All weapons more dangerous than a plastic sippy cup could magically vanish from existence, but mass killers would still arise and still carry their crimes to completion. Conversely, all responsible adults could be armed and ready to defend against any and all direct attacks, but this wouldn’t stop mass murder either. Would-be killers would simply change their tactics, and the results would probably be worse.

Personal weapons are essentially precision tools, best suited for defensive purposes against no more than a few discreet targets. A single bullet isn’t terribly lethal. A blade can be much deadlier but has a more limited threat radius. By choosing a personal weapon for his crimes, a would-be mass murderer has already limited the amount of damage he can do.

Impersonal weapons are by far the more dangerous selection. Explosives, fire, poison, these are just a few things that can be used to kill both indiscriminately and on a large scale. Deployed with insidious planning, the results of such attacks can be truly devastating—and they give the killer not bent on suicide or imprisonment much greater opportunities to escape and repeat his crimes again and again.

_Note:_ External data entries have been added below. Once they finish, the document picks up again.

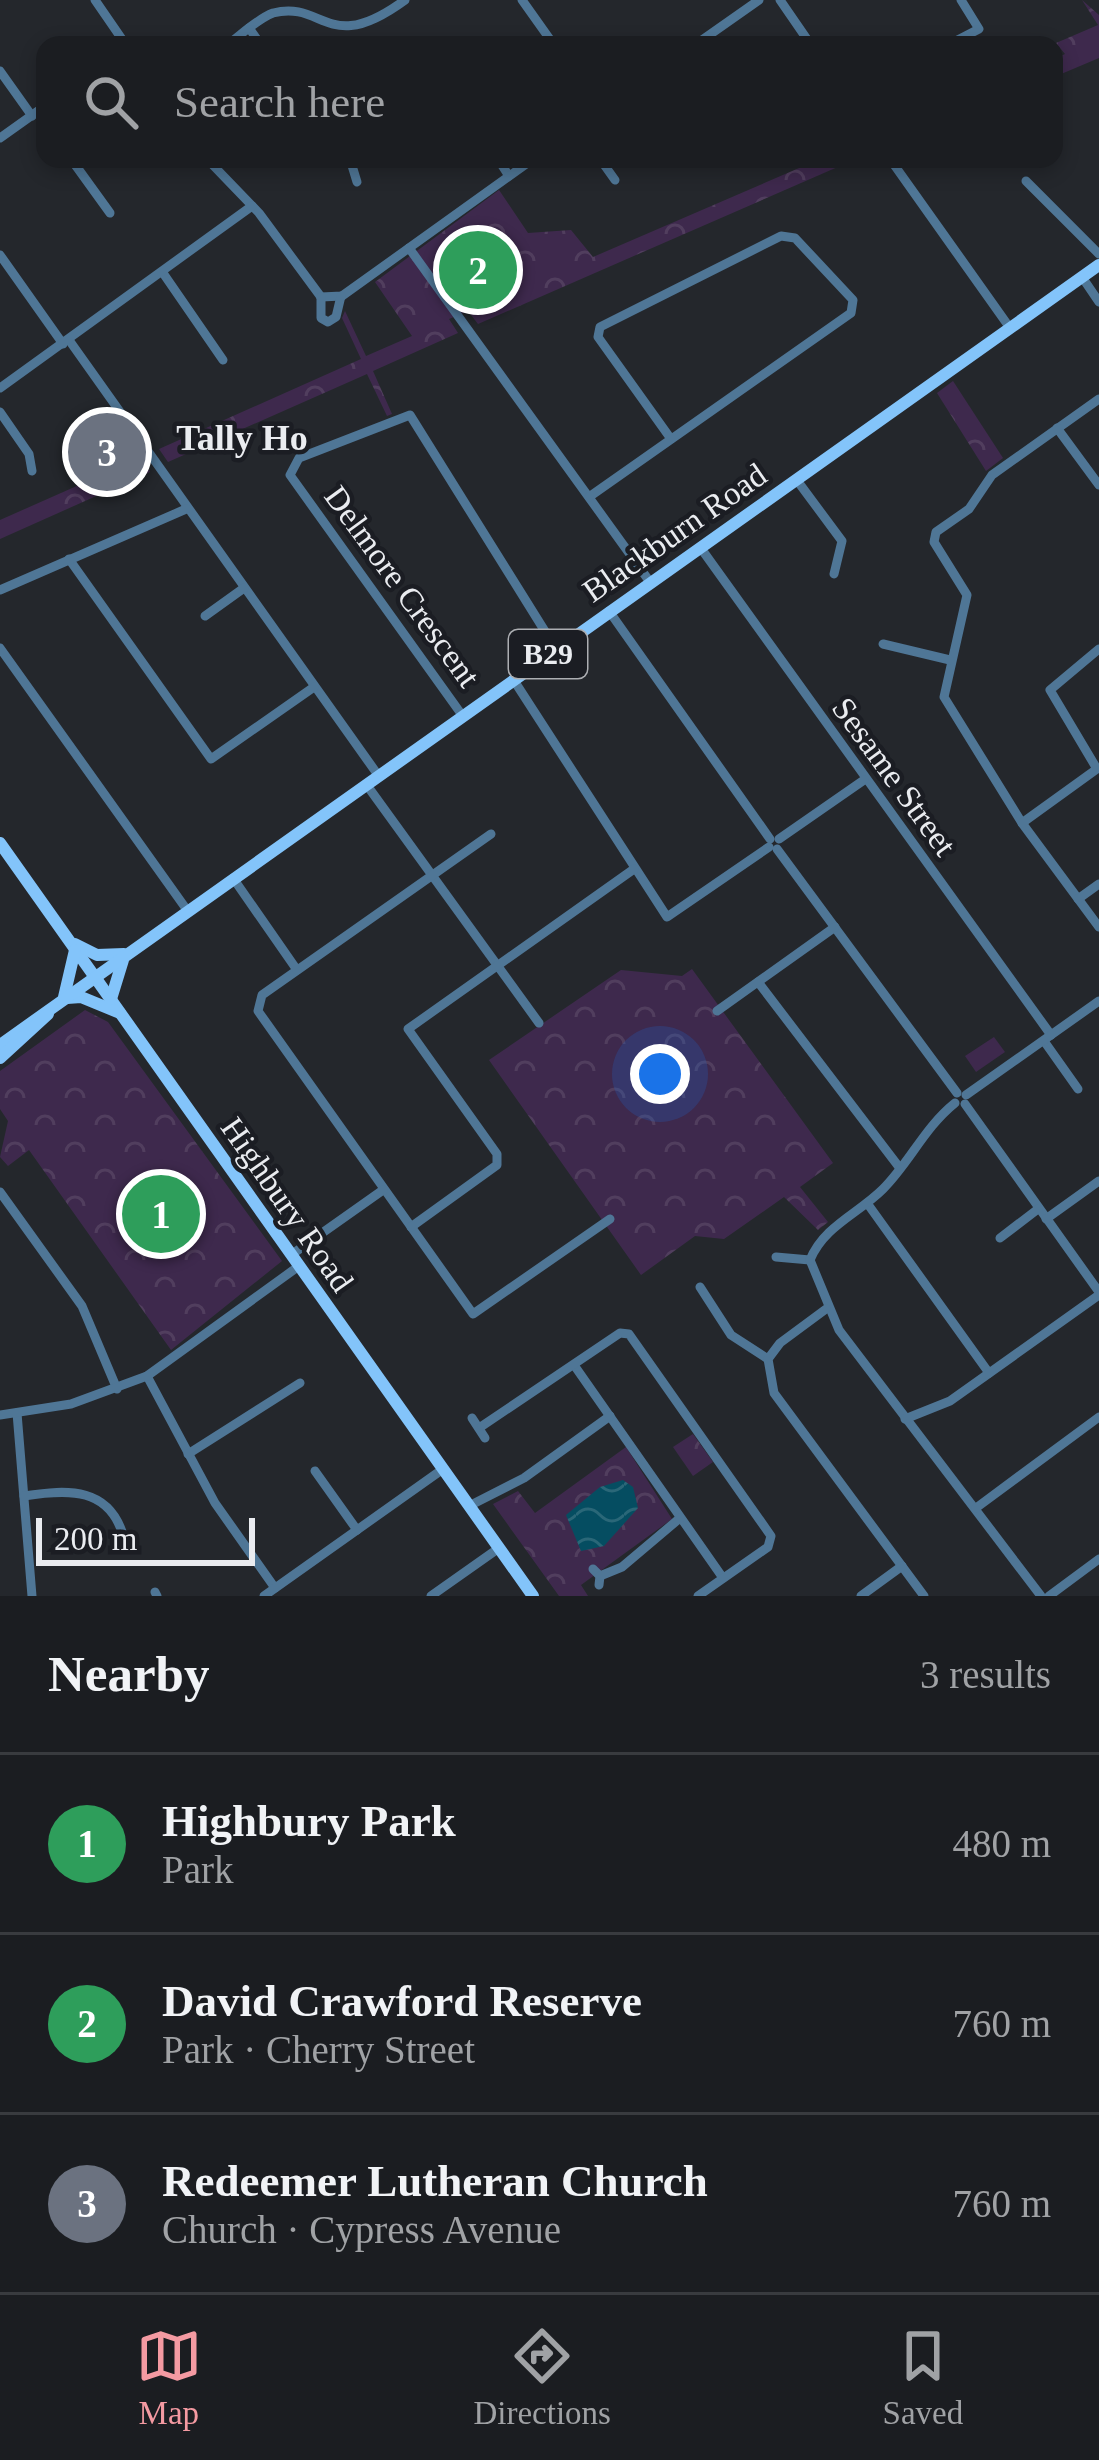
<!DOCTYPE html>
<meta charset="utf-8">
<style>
body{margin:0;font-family:Georgia,serif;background:#282a2e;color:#f1f3f6}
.scale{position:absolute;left:36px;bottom:30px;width:219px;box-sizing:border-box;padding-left:12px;border:6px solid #eaecf0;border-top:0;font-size:33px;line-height:42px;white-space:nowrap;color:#eaecf0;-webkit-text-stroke:9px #1b1d23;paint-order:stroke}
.you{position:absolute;left:660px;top:1074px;width:42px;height:42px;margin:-30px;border:9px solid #fff;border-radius:50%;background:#1a73e8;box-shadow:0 0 0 18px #1a73e833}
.badge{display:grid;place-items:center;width:78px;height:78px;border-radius:50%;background:#f49aa2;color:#fff;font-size:39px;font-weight:700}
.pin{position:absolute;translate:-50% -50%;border:6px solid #fff;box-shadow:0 3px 12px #0006}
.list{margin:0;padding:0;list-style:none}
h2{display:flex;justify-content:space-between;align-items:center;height:156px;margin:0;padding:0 48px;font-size:51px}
h2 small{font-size:39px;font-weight:400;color:#a0a2a5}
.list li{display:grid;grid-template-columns:78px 1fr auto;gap:36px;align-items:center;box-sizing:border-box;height:180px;padding:0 48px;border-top:3px solid #393b3f}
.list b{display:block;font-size:45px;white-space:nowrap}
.list p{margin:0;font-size:39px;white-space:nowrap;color:#a0a2a5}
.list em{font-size:39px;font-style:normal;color:#a0a2a5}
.icon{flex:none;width:66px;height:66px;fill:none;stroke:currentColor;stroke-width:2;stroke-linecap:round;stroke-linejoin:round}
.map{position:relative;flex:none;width:1099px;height:1596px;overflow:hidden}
.search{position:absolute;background:#1b1d21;box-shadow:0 6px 18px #0003;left:36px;right:36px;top:36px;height:132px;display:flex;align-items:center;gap:30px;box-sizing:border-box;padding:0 42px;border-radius:24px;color:#a0a2a5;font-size:45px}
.sheet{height:696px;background:#1b1d21}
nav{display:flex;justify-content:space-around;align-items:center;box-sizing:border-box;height:168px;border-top:3px solid #393b3f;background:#1b1d21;font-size:33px;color:#a0a2a5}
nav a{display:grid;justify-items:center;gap:6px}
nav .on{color:#f49aa2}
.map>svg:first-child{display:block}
.grass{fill:#3e294d}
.park{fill:url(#park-crowns)}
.water{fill:url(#water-waves)}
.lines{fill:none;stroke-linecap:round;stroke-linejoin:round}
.minor{stroke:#4f7696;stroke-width:9}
.major{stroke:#83c4fa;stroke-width:12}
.labels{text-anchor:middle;stroke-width:9;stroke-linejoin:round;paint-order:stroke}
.shield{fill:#1b1d23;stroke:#acaeb2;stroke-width:3}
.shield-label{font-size:30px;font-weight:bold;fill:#eaecf0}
.street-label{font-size:33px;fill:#eaecf0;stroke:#1b1d23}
.neighbourhood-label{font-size:36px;font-weight:bold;fill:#eaecf0;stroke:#1b1d23}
</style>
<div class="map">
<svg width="1099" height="1596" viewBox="0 0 1099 1596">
<defs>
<pattern id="park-crowns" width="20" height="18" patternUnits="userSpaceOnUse" patternTransform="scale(3)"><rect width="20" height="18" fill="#3e294d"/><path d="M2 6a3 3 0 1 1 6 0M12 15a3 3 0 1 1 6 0" fill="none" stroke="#513e5e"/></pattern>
<pattern id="water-waves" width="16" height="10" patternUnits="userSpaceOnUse" patternTransform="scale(3)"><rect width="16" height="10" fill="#054d61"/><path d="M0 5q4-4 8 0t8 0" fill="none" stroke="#2a6778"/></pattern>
</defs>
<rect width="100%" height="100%" fill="#24272c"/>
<path class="grass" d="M994,1037L1005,1052L976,1072L965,1056Z"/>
<g class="park">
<path d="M1082,0L1099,15V58L1054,77V59L1065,54L1056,43L1098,25Z"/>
<path d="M820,159H856L478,324L468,311L449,319L458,333L373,371L392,414L387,416L367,374L168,462L159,449L361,359L342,318L345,311L366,356L412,336L375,282L499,190L528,233L571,230L593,257Z"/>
<path d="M953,381L1003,458L986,471L937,393Z"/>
<path d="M140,458L150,472L0,539V520Z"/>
<path d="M692,969L833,1163L800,1187L828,1222L818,1230L784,1197L724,1239L695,1236L641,1275L489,1060L621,970L682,976Z"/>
<path d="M85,1010L108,1022L282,1261L171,1350L29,1150L8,1166L0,1157L8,1121L0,1109V1071Z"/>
<path d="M693,1434L713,1462L693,1476L673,1447Z"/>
<path d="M626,1447L672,1519L581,1585L588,1596H559L493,1504L518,1491L535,1513Z"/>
</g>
<path class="water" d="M623,1480L633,1487L638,1508L604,1546L581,1551L566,1515L600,1487Z"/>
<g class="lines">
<g class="minor">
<path d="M95,0L126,45"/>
<path d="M522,0L554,45"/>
<path d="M780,0L811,45"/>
<path d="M249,28L261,45"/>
<path d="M227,45C241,35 257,19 273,13C325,0 327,57 405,0"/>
<path d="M695,45L759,0"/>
<path d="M948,45L979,29L961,0"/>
<path d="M0,71L32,116"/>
<path d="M0,138L45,106"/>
<path d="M71,159L110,213"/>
<path d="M207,159L259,213L321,297"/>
<path d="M350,159L357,182"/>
<path d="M498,159L509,176"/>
<path d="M600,159L615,180"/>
<path d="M890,159L1010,328"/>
<path d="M1026,181L1099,254"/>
<path d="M409,248L650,582"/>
<path d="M0,255L63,344"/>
<path d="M163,273L223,360"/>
<path d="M1082,277L1099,302"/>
<path d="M321,297L342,296L533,159"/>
<path d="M321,297V318L328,322L336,317L341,296"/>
<path d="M69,340L378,775"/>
<path d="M0,388L252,206"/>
<path d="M1099,399L992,475L969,509L936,532L934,542L967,595L944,697L1022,823L1099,927"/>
<path d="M0,412L29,454L32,471"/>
<path d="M1057,428L1099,485"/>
<path d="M796,479L842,541L834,574"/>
<path d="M589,497L851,313L853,300L795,238L781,236L600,327L598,337L671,439"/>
<path d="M700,547L1051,1035"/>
<path d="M69,559L211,759L314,687"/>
<path d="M0,590L186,509"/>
<path d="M609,611L770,839"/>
<path d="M205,616L244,588"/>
<path d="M883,644L950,660"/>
<path d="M0,648L187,910"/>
<path d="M513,679L667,917L769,847"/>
<path d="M462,715L290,475L299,458L410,415L556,649"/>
<path d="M366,784L539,1023"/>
<path d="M1022,823L1097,769L1050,690L1099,649"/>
<path d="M491,834L262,995L258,1011L473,1314L610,1219"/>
<path d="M779,839L864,780"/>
<path d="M777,849L957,1093"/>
<path d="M233,878L297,970"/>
<path d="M1078,899L1099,884"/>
<path d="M758,982L899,1167"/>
<path d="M717,1011L835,927"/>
<path d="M1044,1041L1078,1089"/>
<path d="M966,1095L1099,1001"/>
<path d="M965,1104L1099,1292"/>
<path d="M0,1192L82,1306L117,1389"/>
<path d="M867,1203L989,1373"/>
<path d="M1046,1219L1099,1181"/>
<path d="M411,1227L497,1165V1154L408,1029L634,869"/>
<path d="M1000,1238L1038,1209"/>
<path d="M291,1255L383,1190"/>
<path d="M776,1257L810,1260"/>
<path d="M810,1260L839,1330L1041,1596"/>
<path d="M810,1260C824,1226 858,1214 883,1189C910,1162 924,1128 955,1103"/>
<path d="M700,1287L731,1335L768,1359"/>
<path d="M826,1309L780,1343L768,1359L774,1393L924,1596"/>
<path d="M574,1365L723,1578"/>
<path d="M147,1376L215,1503L275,1588"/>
<path d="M17,1413L32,1596"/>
<path d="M0,1415L71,1404L147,1376L299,1266"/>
<path d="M472,1418L485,1438"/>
<path d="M905,1419L950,1401L1099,1295"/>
<path d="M482,1426L620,1333L629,1334L771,1536L768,1547L698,1596"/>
<path d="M188,1454L300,1383"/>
<path d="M315,1471L357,1530"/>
<path d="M24,1496C69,1489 110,1487 124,1538"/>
<path d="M469,1506L524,1478L610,1416"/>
<path d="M976,1508L1099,1417"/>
<path d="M593,1569L600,1576L599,1585"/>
<path d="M600,1576L622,1567L680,1518"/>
<path d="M155,1592L157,1596"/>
<path d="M264,1596L443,1469"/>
<path d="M431,1596L499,1548"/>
<path d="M861,1596L902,1566"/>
<path d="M1049,1596L1099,1559"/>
</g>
<g class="major">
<path d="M0,843L533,1596"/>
<path d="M75,944L97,955L124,954"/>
<path d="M64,997L75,950"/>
<path d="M67,998L81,997L120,1013"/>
<path d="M111,999L123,960"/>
<path d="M0,1045L1099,265"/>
<path d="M0,1058L48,1014"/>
</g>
</g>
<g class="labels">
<rect class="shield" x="509" y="630" width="78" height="48" rx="9"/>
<g class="shield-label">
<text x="548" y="664">B29</text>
</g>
<g class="street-label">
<text transform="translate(674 532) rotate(-35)" y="12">Blackburn Road</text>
<text transform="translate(403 586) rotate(54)" y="12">Delmore Crescent</text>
<text transform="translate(895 776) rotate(54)" y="12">Sesame Street</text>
<text transform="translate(288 1204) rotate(55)" y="12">Highbury Road</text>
</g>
<g class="neighbourhood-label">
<text x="242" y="450">Tally Ho</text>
</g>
</g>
</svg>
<div class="scale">200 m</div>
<div class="you"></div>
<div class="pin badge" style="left:161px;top:1214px;background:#2e9e5b">1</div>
<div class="pin badge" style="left:478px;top:270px;background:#2e9e5b">2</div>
<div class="pin badge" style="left:107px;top:452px;background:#6b7280">3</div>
<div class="search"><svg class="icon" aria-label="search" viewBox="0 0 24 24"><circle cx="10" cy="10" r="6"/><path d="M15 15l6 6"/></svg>Search here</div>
</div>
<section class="sheet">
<h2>Nearby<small>3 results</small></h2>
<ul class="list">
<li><span class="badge" style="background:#2e9e5b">1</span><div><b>Highbury Park</b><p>Park</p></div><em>480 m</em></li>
<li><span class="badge" style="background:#2e9e5b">2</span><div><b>David Crawford Reserve</b><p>Park · Cherry Street</p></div><em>760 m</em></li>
<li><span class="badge" style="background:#6b7280">3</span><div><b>Redeemer Lutheran Church</b><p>Church · Cypress Avenue</p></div><em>760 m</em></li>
</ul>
</section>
<nav>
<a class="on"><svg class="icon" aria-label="map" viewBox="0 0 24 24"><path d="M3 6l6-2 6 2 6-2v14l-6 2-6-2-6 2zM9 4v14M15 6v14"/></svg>Map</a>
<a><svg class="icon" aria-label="directions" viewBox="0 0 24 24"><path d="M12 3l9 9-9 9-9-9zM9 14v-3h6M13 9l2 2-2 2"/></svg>Directions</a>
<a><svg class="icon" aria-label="saved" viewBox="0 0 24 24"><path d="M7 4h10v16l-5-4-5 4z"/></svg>Saved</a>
</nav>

The will to commit atrocious acts is and has always been the greatest threat. We’ve learned that lesson over and over again throughout history, but as rational, compassionate people, we want to forget that horrific evil can and does exist in the darkest corners of the human heart. When it escapes into the world through willful intent or insane delusion, the innocent will always be its victims. With billions of human souls sharing life today, these incidents will occur with chilling regularity and frequency—and yet they are still vanishingly rare in absolute terms.

We might mitigate the risks posed by certain strains of this social violence, perhaps at great cost to liberty and prosperity, but in so doing we might only clear the way for more virulent strains to manifest themselves. The how that we can see and discuss won’t give us the solution to this problem. That answer—if there is an answer—still lies within the why. If we can find a solution, I do know that it won’t be political or tactical. It will have to be emotional or spiritual … or, dare I say it, moral.

Meanwhile, to make public policy in anguish is … and always will be … folly.